Goal of the exercise
Copy each line that contains the string "الزوراء", taking them from the material.

Data for the task
========================

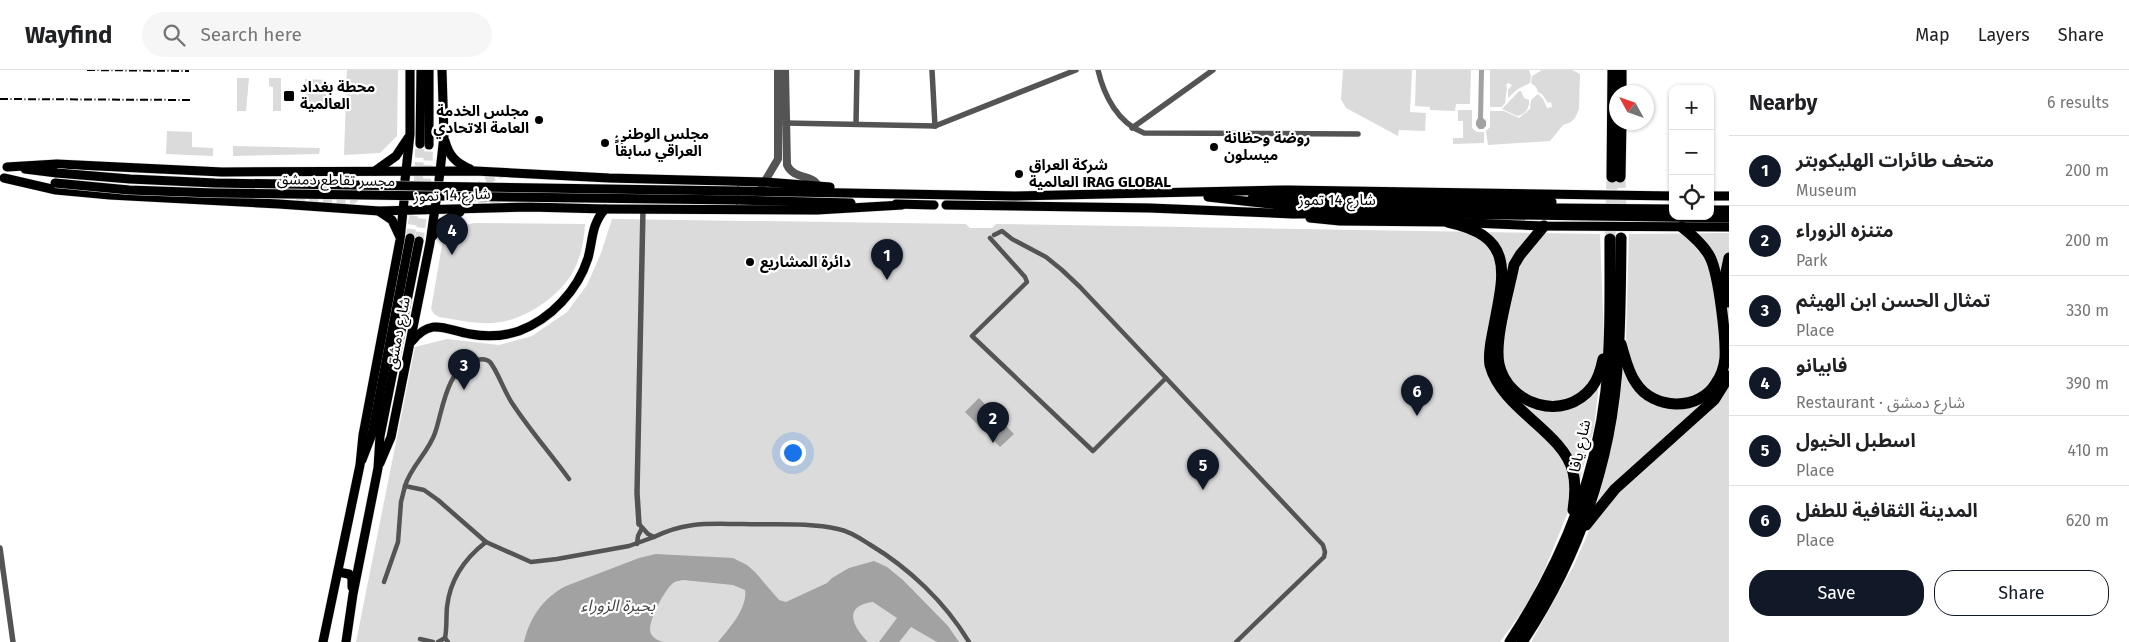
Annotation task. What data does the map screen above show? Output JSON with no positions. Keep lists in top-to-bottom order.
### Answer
{
  "streets": {
    "highway": ["شارع يافا"],
    "main road": ["مجسر تقاطع دمشق", "شارع 14 تموز", "شارع دمشق"]
  },
  "crossings": [
    ["مجسر تقاطع دمشق", "شارع 14 تموز"],
    ["شارع 14 تموز", "شارع دمشق"]
  ],
  "water": ["بحيرة الزوراء"],
  "places": {
    "transit": ["محطة بغداد العالمية"],
    "other": [
      "مجلس الخدمة العامة الاتحادي",
      "مجلس الوطني العراقي سابقاً",
      "روضة وحظانة ميسلون",
      "شركة العراق العالمية IRAG GLOBAL",
      "دائرة المشاريع"
    ]
  },
  "north": "top left",
  "page": {
    "header": "Wayfind",
    "search": "Search here",
    "nav": ["Map", "Layers", "Share"],
    "heading": ["Nearby", "6 results"],
    "map_buttons": ["+", "−"],
    "list": [
      {
        "mark": "1",
        "name": "متحف طائرات الهليكوبتر",
        "note": "Museum",
        "value": "200 m"
      },
      {
        "mark": "2",
        "name": "متنزه الزوراء",
        "note": "Park",
        "value": "200 m"
      },
      {
        "mark": "3",
        "name": "تمثال الحسن ابن الهيثم",
        "note": "Place",
        "value": "330 m"
      },
      {
        "mark": "4",
        "name": "فابيانو",
        "note": "Restaurant · شارع دمشق",
        "value": "390 m"
      },
      {
        "mark": "5",
        "name": "اسطبل الخيول",
        "note": "Place",
        "value": "410 m"
      },
      {
        "mark": "6",
        "name": "المدينة الثقافية للطفل",
        "note": "Place",
        "value": "620 m"
      }
    ],
    "pins": [
      "4",
      "1",
      "3",
      "6",
      "2",
      "5"
    ],
    "buttons": ["Save", "Share"]
  }
}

========================

Your solution
  "water": ["بحيرة الزوراء"],
        "name": "متنزه الزوراء",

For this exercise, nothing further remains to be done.